レイ・ダリオ,欧州株,景気後退
(画像=Getty Images)

目次

  1. 2019年に金融危機は到来するか
  2. 景気後退の可能性に言及したヘッジファンドの帝王
  3. 景気回復局面の終わりは近いのか
  4. ロジャーズ氏が恐れる「最悪の危機」
  5. ロジャーズ氏が予測する「米ドルバブル」のシナリオ

※2018年3月配信記事を再編集したものです。

2019年に金融危機は到来するか

長期金利上昇に対する市場の恐怖を背景に米国が震源地となり、2018年2月に突然起こった世界同時株安。その後、金融・資本市場はひとまず落ち着きを取り戻しているが、米10年物国債の利回り上昇やトランプ大統領の通商政策など波乱要因は消えておらず、株価下落への懸念は解消されていない。こうした市場の乱高下の増大は懸念要因だが、それよりも怖いのが、米国や世界が景気後退に沈むことだ。すでに2008年の金融危機からの経済回復は10年間を超え、1周回した感が強いだけに、不安も高まる。

米著名人投資家にも、「2018年の後半から2019年にかけて、金融危機が到来する可能性がある」との説を唱える一派が2018年初め頃から現れ、市場の不安定さと併せて、注目を浴びた。

果たして、2019年に金融危機は訪れるのか。

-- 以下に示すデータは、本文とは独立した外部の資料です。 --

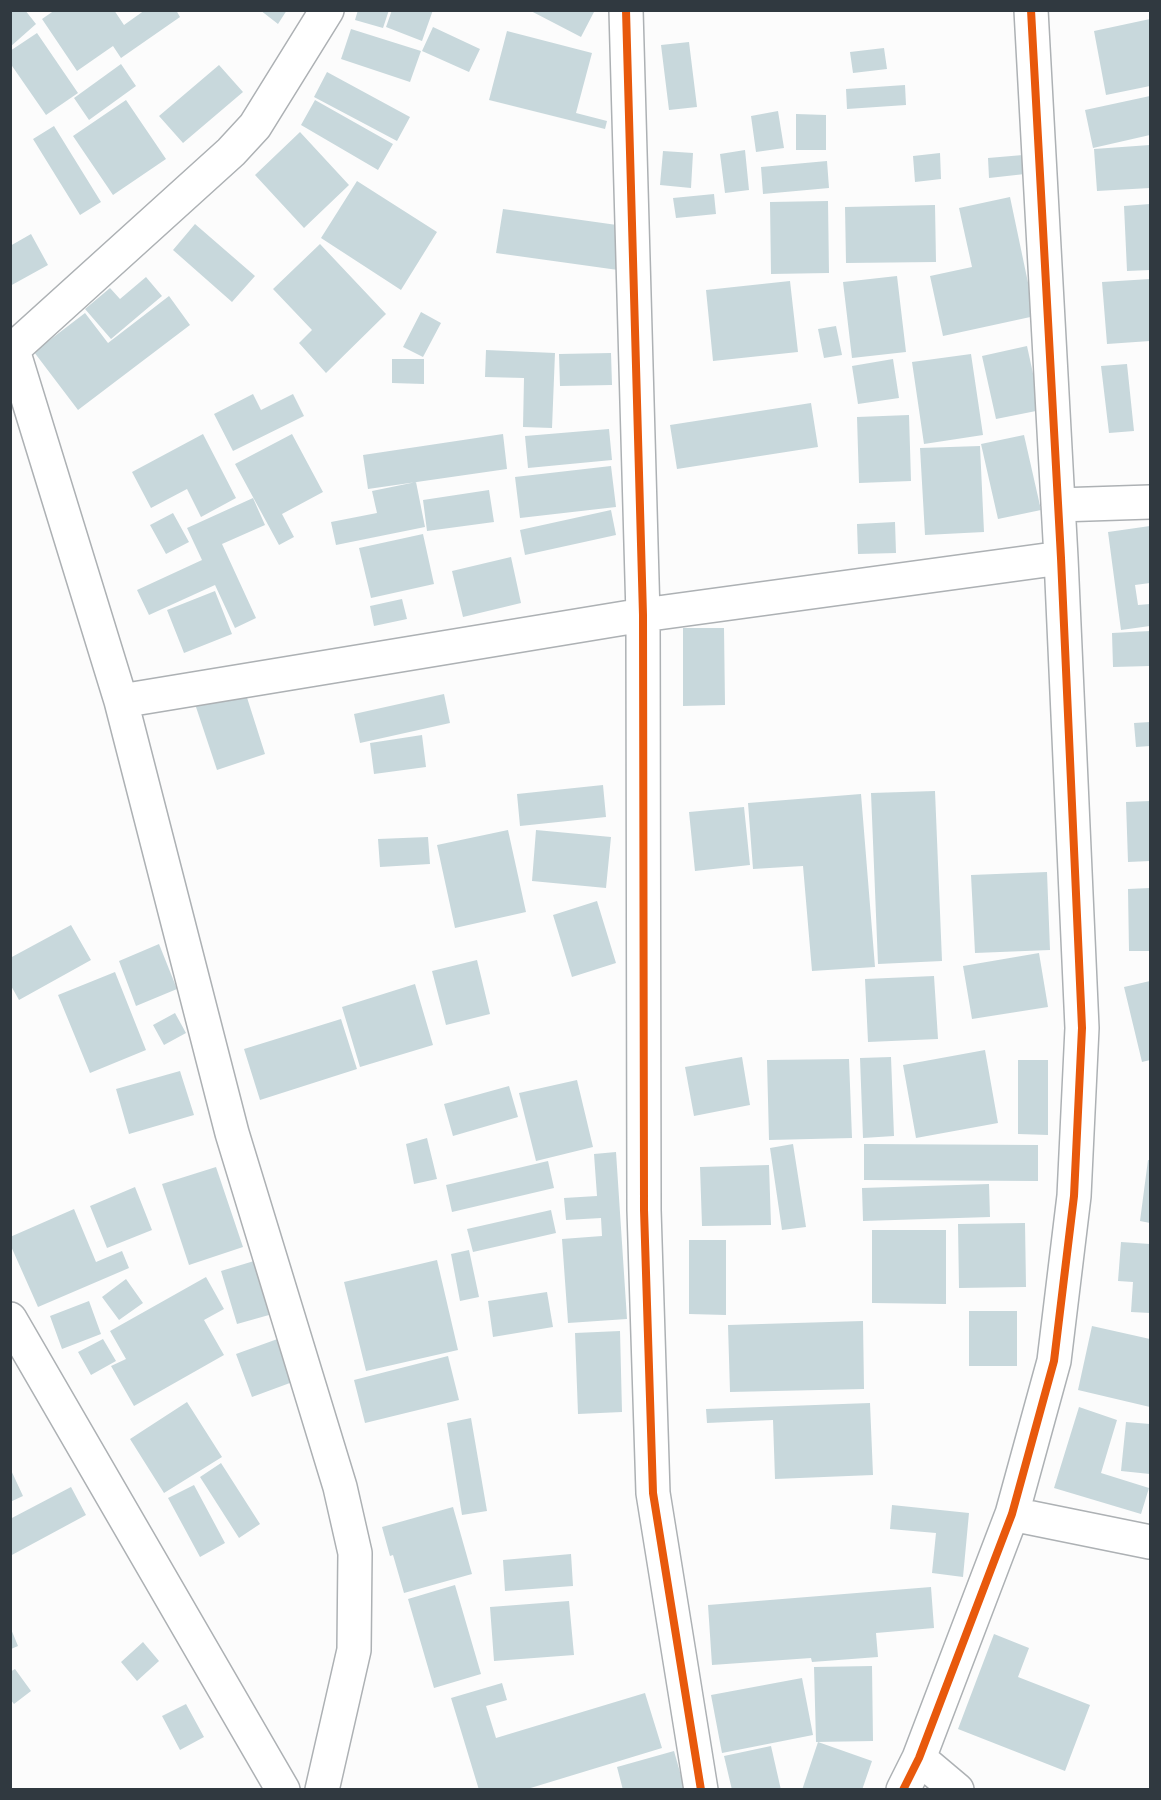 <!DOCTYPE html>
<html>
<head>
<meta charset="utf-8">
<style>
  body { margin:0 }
  #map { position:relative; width:1161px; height:1800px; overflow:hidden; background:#fcfcfc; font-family:"Fira Sans",sans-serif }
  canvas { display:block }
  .frame { position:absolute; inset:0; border:12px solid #303940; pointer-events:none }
</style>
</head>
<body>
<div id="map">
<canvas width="1161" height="1800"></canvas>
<div class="frame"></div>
</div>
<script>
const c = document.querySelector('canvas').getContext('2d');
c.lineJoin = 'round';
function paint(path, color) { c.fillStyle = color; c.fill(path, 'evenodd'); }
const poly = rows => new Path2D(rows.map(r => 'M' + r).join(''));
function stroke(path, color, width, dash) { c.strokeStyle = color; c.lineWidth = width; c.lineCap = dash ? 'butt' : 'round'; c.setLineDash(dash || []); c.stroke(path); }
paint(poly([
  [10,10,25,10,36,24,10,47],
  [55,10,114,10,124,25,145,10,176,10,180,17,121,58,113,46,77,71,42,19],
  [260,10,287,10,278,24],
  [358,10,389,10,383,28,355,20],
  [392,10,433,10,422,41,386,27],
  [529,10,595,10,581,37],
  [1150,19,1150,86,1106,95,1094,31],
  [433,27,480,49,469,72,422,51],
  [351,29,421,51,410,82,341,59],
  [507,31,592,53,576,113,607,121,605,129,489,100],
  [37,33,78,93,46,115,10,63,10,51],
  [689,42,697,107,669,110,661,45],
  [884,48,887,69,853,73,850,52],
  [121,64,136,86,89,120,74,98],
  [219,65,243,92,183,143,159,116],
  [327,72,410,117,397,141,314,97],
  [905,85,906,105,847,109,846,89],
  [1150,96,1150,135,1093,148,1085,110],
  [126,100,166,159,113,195,73,136],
  [315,100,393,144,378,170,301,125],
  [778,111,784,148,756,152,751,116],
  [796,114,826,115,826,150,796,150],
  [54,126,101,202,80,215,33,139],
  [300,132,349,185,304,228,255,175],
  [1150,145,1150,188,1097,191,1094,149],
  [745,150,749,190,725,193,720,154],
  [663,151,693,153,691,188,660,185],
  [940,153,941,179,915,182,913,156],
  [1023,155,1025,174,989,178,988,158],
  [827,161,829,188,763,194,761,167],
  [357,181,437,232,401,290,321,238],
  [714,194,716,214,676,218,673,198],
  [1010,197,1035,316,943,336,930,276,972,267,959,208],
  [828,201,829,273,771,274,770,202],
  [1150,204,1150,270,1127,271,1124,206],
  [935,205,936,262,846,263,845,207],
  [503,209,624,226,618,270,496,253],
  [195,224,255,276,232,302,173,250],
  [31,234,48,265,10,286,10,246],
  [320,244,386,314,326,373,299,343,312,330,273,289],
  [897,276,906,352,852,358,843,282],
  [146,277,162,296,111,339,85,309,110,288,120,299],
  [1150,279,1150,341,1107,344,1102,282],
  [790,281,798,352,713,361,706,290],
  [169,296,190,325,78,410,34,352,85,313,108,343],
  [421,312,441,323,423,357,403,347],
  [836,326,842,355,824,358,818,329],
  [1027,346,1041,410,996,419,982,356],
  [486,350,555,353,552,428,523,427,524,378,485,377],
  [611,353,612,385,560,386,559,354],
  [971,354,983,435,924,444,912,362],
  [392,359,424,359,424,384,392,383],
  [893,359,899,398,858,404,852,366],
  [1127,364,1134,431,1109,433,1101,366],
  [253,394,261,410,293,394,304,416,233,451,214,414],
  [811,403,818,447,677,469,670,425],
  [909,415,911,481,859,483,857,417],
  [609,429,612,460,528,468,525,436],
  [203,434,236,498,201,517,187,489,151,508,132,472],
  [292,434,323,492,282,514,294,537,279,545,235,464],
  [503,434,507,469,368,489,363,455],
  [1024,435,1041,510,998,519,981,444],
  [980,446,984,532,925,535,920,448],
  [611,466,616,507,520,518,515,477],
  [416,482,425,527,336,545,331,522,377,513,372,491],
  [489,490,494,522,427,531,423,500],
  [253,498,265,525,222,544,256,618,235,628,215,585,149,615,137,590,202,560,187,528],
  [611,510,616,535,525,555,520,530],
  [173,513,189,542,166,554,150,525],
  [895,522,896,553,858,554,857,524],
  [1150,526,1150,583,1135,585,1138,605,1150,604,1150,626,1121,630,1108,532],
  [423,534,434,584,371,598,359,548],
  [511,557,521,603,463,617,452,571],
  [215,591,232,634,184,653,167,610],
  [402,599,407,619,374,626,370,606],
  [683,628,724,628,725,705,683,706],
  [1150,631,1150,666,1113,667,1112,633],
  [243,685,265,754,217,770,194,701],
  [444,694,450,723,360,743,354,714],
  [1150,722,1150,746,1136,747,1134,723],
  [422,735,426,767,374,774,370,743],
  [603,785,606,817,520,826,517,794],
  [935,791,942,961,878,964,871,793],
  [861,794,875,967,812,971,803,866,753,869,748,803],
  [1150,801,1150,861,1128,862,1126,802],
  [744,807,750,865,695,871,689,812],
  [508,830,526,912,455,928,437,845],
  [536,830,611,837,606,888,532,881],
  [428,837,430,864,380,867,378,839],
  [1047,872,1050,950,975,953,971,875],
  [1150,888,1150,951,1129,951,1128,889],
  [597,901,616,963,572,977,553,915],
  [71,925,91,960,19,1000,10,984,10,958],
  [159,944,177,989,136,1006,119,961],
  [1039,953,1048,1007,972,1019,963,966],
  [477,960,490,1014,446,1025,432,971],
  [115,972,146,1050,90,1073,58,995],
  [934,976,938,1039,868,1042,865,979],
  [1150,981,1150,1060,1142,1062,1124,987],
  [415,984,433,1045,360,1067,342,1007],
  [175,1013,186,1033,164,1045,153,1025],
  [341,1019,357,1069,260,1100,244,1049],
  [985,1050,998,1123,916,1138,903,1065],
  [742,1057,750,1105,694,1116,685,1067],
  [891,1057,894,1136,863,1138,860,1058],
  [849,1059,852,1138,769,1140,767,1060],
  [1018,1060,1048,1060,1048,1135,1018,1134],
  [180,1071,194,1115,129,1134,116,1089],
  [577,1080,593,1147,536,1161,519,1093],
  [509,1086,518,1117,453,1136,444,1104],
  [427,1138,437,1179,414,1184,406,1144],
  [793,1144,806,1227,782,1230,770,1148],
  [864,1144,1038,1145,1038,1181,864,1180],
  [616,1152,627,1319,568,1323,562,1239,602,1236,601,1218,566,1220,564,1198,597,1196,594,1154],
  [1148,1160,1150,1160,1150,1223,1140,1221],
  [548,1161,554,1188,452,1212,446,1185],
  [769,1165,771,1225,702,1226,700,1167],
  [216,1167,243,1247,189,1265,162,1184],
  [989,1184,990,1217,863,1221,862,1188],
  [135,1187,152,1230,107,1248,90,1206],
  [74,1209,96,1262,122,1251,129,1268,38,1307,10,1244,10,1237],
  [551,1210,556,1233,473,1252,467,1229],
  [1025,1223,1026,1287,959,1288,958,1224],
  [872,1230,946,1230,946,1304,872,1303],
  [689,1240,726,1240,726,1315,689,1314],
  [1121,1242,1150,1244,1150,1313,1131,1312,1133,1282,1118,1281],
  [469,1250,479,1297,460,1301,451,1254],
  [437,1260,458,1350,366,1371,344,1282],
  [254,1261,269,1315,237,1324,221,1271],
  [206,1277,224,1309,204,1320,224,1355,134,1406,111,1366,126,1359,110,1331],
  [126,1279,143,1303,119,1320,102,1297],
  [547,1292,553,1327,493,1337,488,1301],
  [89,1301,101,1334,62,1349,50,1316],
  [969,1311,1017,1311,1017,1366,969,1366],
  [863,1321,864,1389,730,1392,728,1325],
  [1092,1326,1150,1339,1150,1407,1078,1390],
  [620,1331,622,1412,578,1414,575,1333],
  [283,1337,298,1380,252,1397,236,1354],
  [103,1339,116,1361,91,1375,78,1352],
  [448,1356,459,1400,365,1423,354,1380],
  [187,1402,222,1457,164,1493,130,1439],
  [870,1403,873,1475,775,1479,773,1420,707,1423,706,1409],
  [1079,1407,1117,1420,1101,1473,1149,1488,1141,1514,1054,1488],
  [471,1418,487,1511,462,1515,447,1423],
  [1126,1422,1150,1424,1150,1474,1121,1471],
  [221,1463,260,1524,239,1538,200,1477],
  [10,1468,23,1496,10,1502],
  [194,1485,225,1543,200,1557,168,1498],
  [71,1487,86,1515,10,1556,10,1519],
  [892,1505,969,1513,963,1577,932,1573,936,1533,890,1529],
  [453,1507,472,1574,404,1593,393,1555,390,1556,382,1527],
  [571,1554,573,1586,505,1591,503,1560],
  [455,1585,481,1674,434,1688,408,1599],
  [931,1587,934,1628,876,1633,878,1657,812,1662,811,1658,712,1665,708,1605],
  [569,1601,574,1655,494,1661,490,1607],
  [11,1629,18,1646,11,1649],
  [994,1634,1029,1648,1018,1677,1090,1705,1065,1771,958,1729],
  [143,1642,159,1661,137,1681,121,1662],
  [872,1666,873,1741,816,1742,814,1667],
  [15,1669,31,1691,14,1704,10,1699,10,1672],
  [802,1678,813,1735,722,1753,711,1695],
  [502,1683,507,1700,486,1706,496,1738,645,1693,662,1748,524,1790,479,1790,451,1698],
  [186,1704,204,1737,180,1750,162,1716],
  [818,1742,872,1761,862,1790,802,1790],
  [771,1746,781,1790,732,1790,724,1756],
  [674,1751,685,1790,623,1790,617,1767]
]), '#c8d8dc');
const minor = poly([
  [626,10,643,615,644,1210,653,1493,701,1790],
  [13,350,121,701,232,1133,340,1487,355,1553,354,1650,322,1790],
  [10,352,231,152,255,126,327,10],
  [1058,505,1150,502],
  [121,701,643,615,1061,558],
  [10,1319,283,1790],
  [1012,1514,1150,1542],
  [919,1758,957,1790],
  [903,1790,919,1758,1012,1514,1054,1361,1074,1196,1082,1028,1061,558,1031,10]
]);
stroke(minor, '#adb1b4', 36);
stroke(minor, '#fff', 33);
stroke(poly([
  [626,10,643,615,644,1210,653,1493,701,1790],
  [903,1790,919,1758,1012,1514,1054,1361,1074,1196,1082,1028,1061,558,1031,10]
]), '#e8590c', 8);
</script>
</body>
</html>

その根拠を見てみよう。

景気後退の可能性に言及したヘッジファンドの帝王

約1620億ドルの資産を運用する世界最大のヘッジファンド、ブリッジウォーター・アソシエーツを率いる「ヘッジファンドの帝王」ことレイ・ダリオ氏は2月21日のハーバード大学での討論会で、「2020年の次回の米大統領選挙より前に、米経済が景気後退に陥る可能性は70%くらいだ」と述べて大きな注目を浴びた。

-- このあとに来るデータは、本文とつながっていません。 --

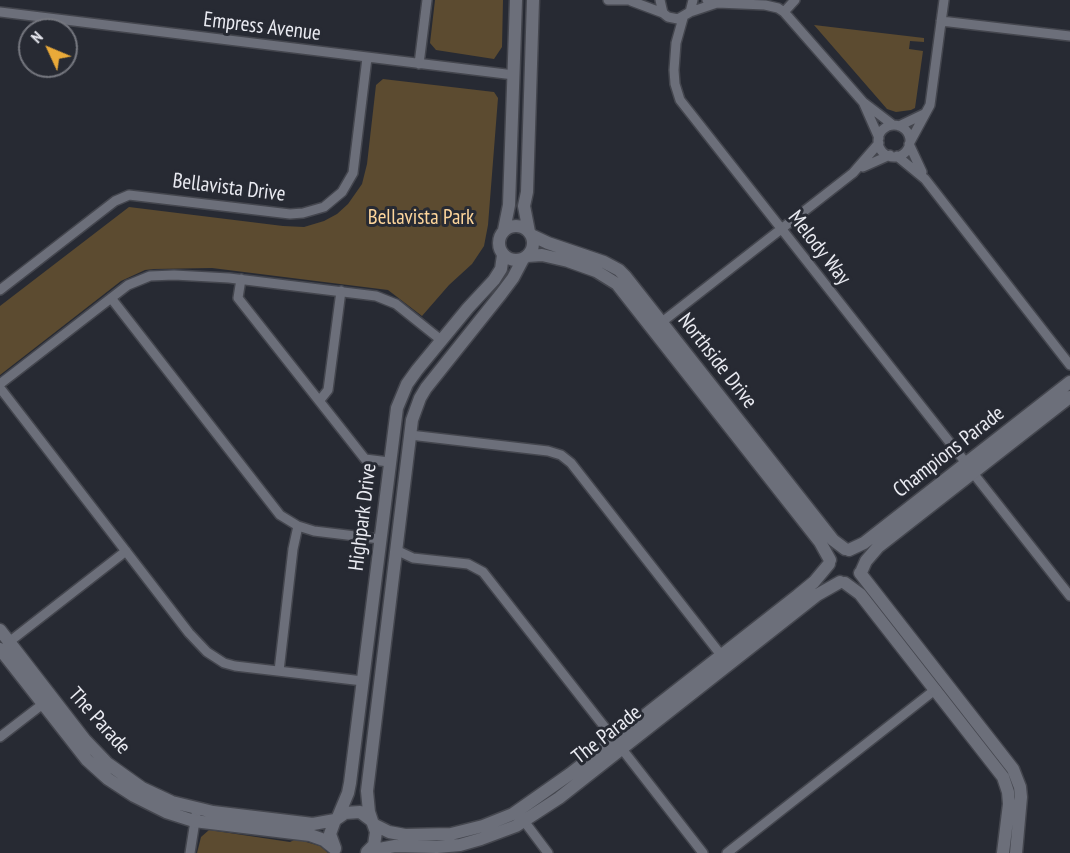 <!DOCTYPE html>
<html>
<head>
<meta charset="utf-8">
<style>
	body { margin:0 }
	#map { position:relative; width:1070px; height:853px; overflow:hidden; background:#272a33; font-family:"PT Sans Narrow",sans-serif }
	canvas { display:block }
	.north { position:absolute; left:18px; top:18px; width:60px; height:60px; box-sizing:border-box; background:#272a33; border:2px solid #75777f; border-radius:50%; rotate:314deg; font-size:16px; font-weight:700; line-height:24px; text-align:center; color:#e9eaf1 }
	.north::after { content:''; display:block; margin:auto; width:21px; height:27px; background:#eaaa39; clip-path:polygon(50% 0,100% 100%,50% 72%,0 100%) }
</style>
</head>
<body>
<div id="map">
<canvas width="1070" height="853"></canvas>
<div class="north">N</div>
</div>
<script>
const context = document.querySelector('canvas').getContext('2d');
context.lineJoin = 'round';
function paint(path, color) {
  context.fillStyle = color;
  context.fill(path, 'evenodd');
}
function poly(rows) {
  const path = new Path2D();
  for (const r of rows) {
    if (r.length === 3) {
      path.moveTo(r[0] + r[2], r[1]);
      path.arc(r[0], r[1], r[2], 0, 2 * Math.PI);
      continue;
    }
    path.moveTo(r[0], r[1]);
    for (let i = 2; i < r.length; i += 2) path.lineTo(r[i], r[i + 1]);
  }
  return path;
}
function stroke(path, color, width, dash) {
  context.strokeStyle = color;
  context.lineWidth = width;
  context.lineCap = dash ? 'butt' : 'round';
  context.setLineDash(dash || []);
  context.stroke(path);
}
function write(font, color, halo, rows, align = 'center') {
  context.font = font + ' "PT Sans Narrow",sans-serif';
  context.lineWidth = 6;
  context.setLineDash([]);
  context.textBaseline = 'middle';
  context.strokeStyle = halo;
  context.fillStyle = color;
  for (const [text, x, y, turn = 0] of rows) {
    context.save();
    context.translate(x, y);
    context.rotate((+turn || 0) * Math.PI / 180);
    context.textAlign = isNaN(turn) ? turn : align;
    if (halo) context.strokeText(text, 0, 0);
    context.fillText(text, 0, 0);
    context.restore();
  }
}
paint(poly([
	[435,0,503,0,502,47,494,59,436,50,430,43],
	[814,25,924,38,924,42,910,41,909,49,923,51,915,108,911,110,896,112,887,109],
	[383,79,494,92,498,98,488,225,484,246,472,264,449,285,422,316,388,290,212,268,154,269,145,270,121,281,0,375,0,306,129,207,283,226,304,227,324,221,337,214,348,204,362,184,367,164,376,85],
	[209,830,290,842,296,839,320,846,328,853,197,853,201,837]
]), '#5c4b30');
const minor = poly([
	[608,0,635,0],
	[660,0,663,13,668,17,678,19,690,12,693,0],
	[707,0,717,3,765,5,778,8,784,12,863,102,893,125],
	[631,1,663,13],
	[0,12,514,75],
	[690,12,717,3],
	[784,12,795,0],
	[683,18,676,43,674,70,675,84,680,100,966,463],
	[941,21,1070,36],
	[419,64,427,0],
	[864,104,879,138],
	[894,141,16],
	[899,126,924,114],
	[910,142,930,105,944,0],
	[909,144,922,172],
	[897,156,925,179,1070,365],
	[863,167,890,155],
	[241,279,238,298,365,459,389,462],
	[0,290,115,201,129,195,290,214,303,213,324,207,342,192,353,173,367,58],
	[111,298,280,515,298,526,314,531,380,539],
	[662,322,853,173,879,143],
	[0,384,128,285,150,276,174,275,229,278,376,296,396,304,441,340],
	[0,388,189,633,207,652,224,663,235,666,363,681],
	[320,400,328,390,341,291],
	[410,435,548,451,561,455,571,463,721,655],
	[973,473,1070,596],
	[396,550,413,558,468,564,483,572,614,739],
	[9,642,126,551],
	[279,671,293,549,298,526],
	[0,737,48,700],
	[622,749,703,853],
	[524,821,548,853],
	[190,853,197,808],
	[727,853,936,689]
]);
const tertiary = poly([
	[516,243,17],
	[504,230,509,205,516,0],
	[529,232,524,206,527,192,533,0],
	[531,235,548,243,604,262,619,270,625,276,822,526,833,540,845,549],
	[527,256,542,255,568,261,596,271,617,284,820,542,830,560],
	[849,550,864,543,1070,382],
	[862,570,866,561,878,547,1070,397],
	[860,573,1013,769,1020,787,1021,797,1016,853],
	[845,583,860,594,1003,777,1008,792,1009,804,1003,853],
	[0,630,85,740,107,763,142,788,172,802,213,812,313,824,335,820],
	[0,649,87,760,108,779,134,796,166,812,194,821,310,835,324,840,335,849],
	[338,817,348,793,350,783,397,408,407,384,417,370,468,308,494,280,501,269,503,255],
	[372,821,369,812,367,791,412,420,420,398,426,388,501,294,513,278,523,259],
	[375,825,389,832,405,835,451,834,483,826,513,814,570,774,797,596,814,582,829,564],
	[335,848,330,834,335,820,345,813,360,812,372,821,376,832,374,845,367,852],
	[369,851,395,846,437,847,460,845,481,839,516,826,559,798,817,595,840,582]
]);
stroke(minor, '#44464e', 12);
stroke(tertiary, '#44464e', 15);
stroke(minor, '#6c6f7a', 9);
stroke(tertiary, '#6c6f7a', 12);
write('21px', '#e9eaf1', '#272a33', [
	["Empress Avenue",262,27,7],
	["Bellavista Drive",229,188,7],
	["Melody Way",819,248,52],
	["Northside Drive",717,361,52],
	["Champions Parade",949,452,-38],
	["Highpark Drive",363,517,-83],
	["The Parade",99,721,48],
	["The Parade",607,735,-38]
]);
write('21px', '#fdd59b', '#272a33', [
	["Bellavista Park",421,218]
]);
</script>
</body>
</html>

ダリオ氏はこれに先立つ2月12日に、「2019年から景気後退が起こる可能性が高い」と述べている。2008年の米金融危機やその後の欧州の債務問題など市場の危機を予見したことで投資家から信頼されるダリオ氏は、2019年に経済が後退する理由として、「トランプ米政権が巨大な減税や財政出動で経済のアクセルを思い切り踏み込み、それが逆効果を生むからだ」との見解を表明した。

政権の一連の政策が米経済を過熱させ、結果として米連邦準備制度理事会(FRB)の金利引き上げによる金融引き締めにつながり、資産価格が軒並み下落するという「トランプリスク」のシナリオだ。事実、ダリオ氏は「米経済はバブルの寸前であり、すぐにでもバブルになり得る。それに続くのは相場の崩壊だ」と分析している。

実はダリオ氏は、2017年夏ごろから弱気な相場観に傾いていた。そのときも理由は、①北朝鮮の核ミサイルをめぐるトランプ大統領と金正恩朝鮮労働党委員長のチキンレースと、②米議会が2017年秋に債務上限引き上げに失敗し、米政府が債務不履行に陥り、政治への信頼が失墜することという、「トランプリスク」だった。これらによる相場の下落は実際には起きなかったのだが、ダリオ氏にとっては、トランプ大統領が景気後退の引き金を引くという確信は変わっていないようだ。

そうしたリスクの中で、どのような投資戦略が有効なのか。推定純資産177億ドル(約1.9兆円)のダリオ氏は、「人と反対のことをせよ」と助言する。

「自分の中に怖れがないときにこそ売り、恐怖に襲われたなら、そのときには買え。相場が上げて皆が買っているときは株価が高過ぎるのであり、相場が崩れて人々が『最悪だ』と考えているときこそ、安いからだ」と、ダリオ氏は言う。

さらに、「数億ドル払って情報を入手しているプロに勝ち目はない。そういう連中と張り合えば負ける」と付け加えた。国際情勢からマクロ経済、金融政策、歴史、社会のトレンドなどが引き起こす需給の変化を綿密に調査し、そこから価格の大きな上昇または下落を予想してポジションをとる「グローバル・マクロ」方式を重んじるダリオ氏ならではのコメントだ。

討論会で同席していたローレンス・サマーズ元米財務長官は、「ダリオ氏のアドバイスは聞くに値する」と賞賛した。